*** Opening of RECORDS TO USE ***

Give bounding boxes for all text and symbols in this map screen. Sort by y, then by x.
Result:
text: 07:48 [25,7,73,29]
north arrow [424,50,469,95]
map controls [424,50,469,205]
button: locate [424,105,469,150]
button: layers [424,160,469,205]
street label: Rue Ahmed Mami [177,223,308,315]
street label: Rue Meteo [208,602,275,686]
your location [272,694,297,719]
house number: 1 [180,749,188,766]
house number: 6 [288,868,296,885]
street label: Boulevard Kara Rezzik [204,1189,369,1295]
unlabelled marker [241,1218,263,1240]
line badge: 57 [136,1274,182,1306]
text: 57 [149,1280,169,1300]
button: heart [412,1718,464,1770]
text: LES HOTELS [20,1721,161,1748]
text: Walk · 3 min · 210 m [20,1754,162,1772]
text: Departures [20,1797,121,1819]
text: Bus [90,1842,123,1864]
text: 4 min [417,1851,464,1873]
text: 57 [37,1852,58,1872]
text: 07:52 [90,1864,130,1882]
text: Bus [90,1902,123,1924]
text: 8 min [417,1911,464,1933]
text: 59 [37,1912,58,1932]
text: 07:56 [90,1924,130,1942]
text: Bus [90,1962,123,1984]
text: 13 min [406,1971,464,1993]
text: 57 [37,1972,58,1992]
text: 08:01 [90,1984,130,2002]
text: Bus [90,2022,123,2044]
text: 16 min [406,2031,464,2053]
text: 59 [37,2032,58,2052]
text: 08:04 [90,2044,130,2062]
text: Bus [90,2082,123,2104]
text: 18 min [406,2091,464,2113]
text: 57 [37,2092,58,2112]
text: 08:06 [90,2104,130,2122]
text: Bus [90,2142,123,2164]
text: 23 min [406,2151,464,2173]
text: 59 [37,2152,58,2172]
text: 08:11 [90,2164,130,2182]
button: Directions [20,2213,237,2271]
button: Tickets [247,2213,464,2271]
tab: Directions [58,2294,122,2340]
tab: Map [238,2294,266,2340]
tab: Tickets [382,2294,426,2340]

*** Close of RECORDS TO USE ***

**EXERCISE DETAILS**
Type out the material again, matching every line.

**SOLUTION FOR THIS PROBLEM**
Give bounding boxes for all text and symbols in this map screen. Sort by y, then by x.
Result:
text: 07:48 [25,7,73,29]
north arrow [424,50,469,95]
map controls [424,50,469,205]
button: locate [424,105,469,150]
button: layers [424,160,469,205]
street label: Rue Ahmed Mami [177,223,308,315]
street label: Rue Meteo [208,602,275,686]
your location [272,694,297,719]
house number: 1 [180,749,188,766]
house number: 6 [288,868,296,885]
street label: Boulevard Kara Rezzik [204,1189,369,1295]
unlabelled marker [241,1218,263,1240]
line badge: 57 [136,1274,182,1306]
text: 57 [149,1280,169,1300]
button: heart [412,1718,464,1770]
text: LES HOTELS [20,1721,161,1748]
text: Walk · 3 min · 210 m [20,1754,162,1772]
text: Departures [20,1797,121,1819]
text: Bus [90,1842,123,1864]
text: 4 min [417,1851,464,1873]
text: 57 [37,1852,58,1872]
text: 07:52 [90,1864,130,1882]
text: Bus [90,1902,123,1924]
text: 8 min [417,1911,464,1933]
text: 59 [37,1912,58,1932]
text: 07:56 [90,1924,130,1942]
text: Bus [90,1962,123,1984]
text: 13 min [406,1971,464,1993]
text: 57 [37,1972,58,1992]
text: 08:01 [90,1984,130,2002]
text: Bus [90,2022,123,2044]
text: 16 min [406,2031,464,2053]
text: 59 [37,2032,58,2052]
text: 08:04 [90,2044,130,2062]
text: Bus [90,2082,123,2104]
text: 18 min [406,2091,464,2113]
text: 57 [37,2092,58,2112]
text: 08:06 [90,2104,130,2122]
text: Bus [90,2142,123,2164]
text: 23 min [406,2151,464,2173]
text: 59 [37,2152,58,2172]
text: 08:11 [90,2164,130,2182]
button: Directions [20,2213,237,2271]
button: Tickets [247,2213,464,2271]
tab: Directions [58,2294,122,2340]
tab: Map [238,2294,266,2340]
tab: Tickets [382,2294,426,2340]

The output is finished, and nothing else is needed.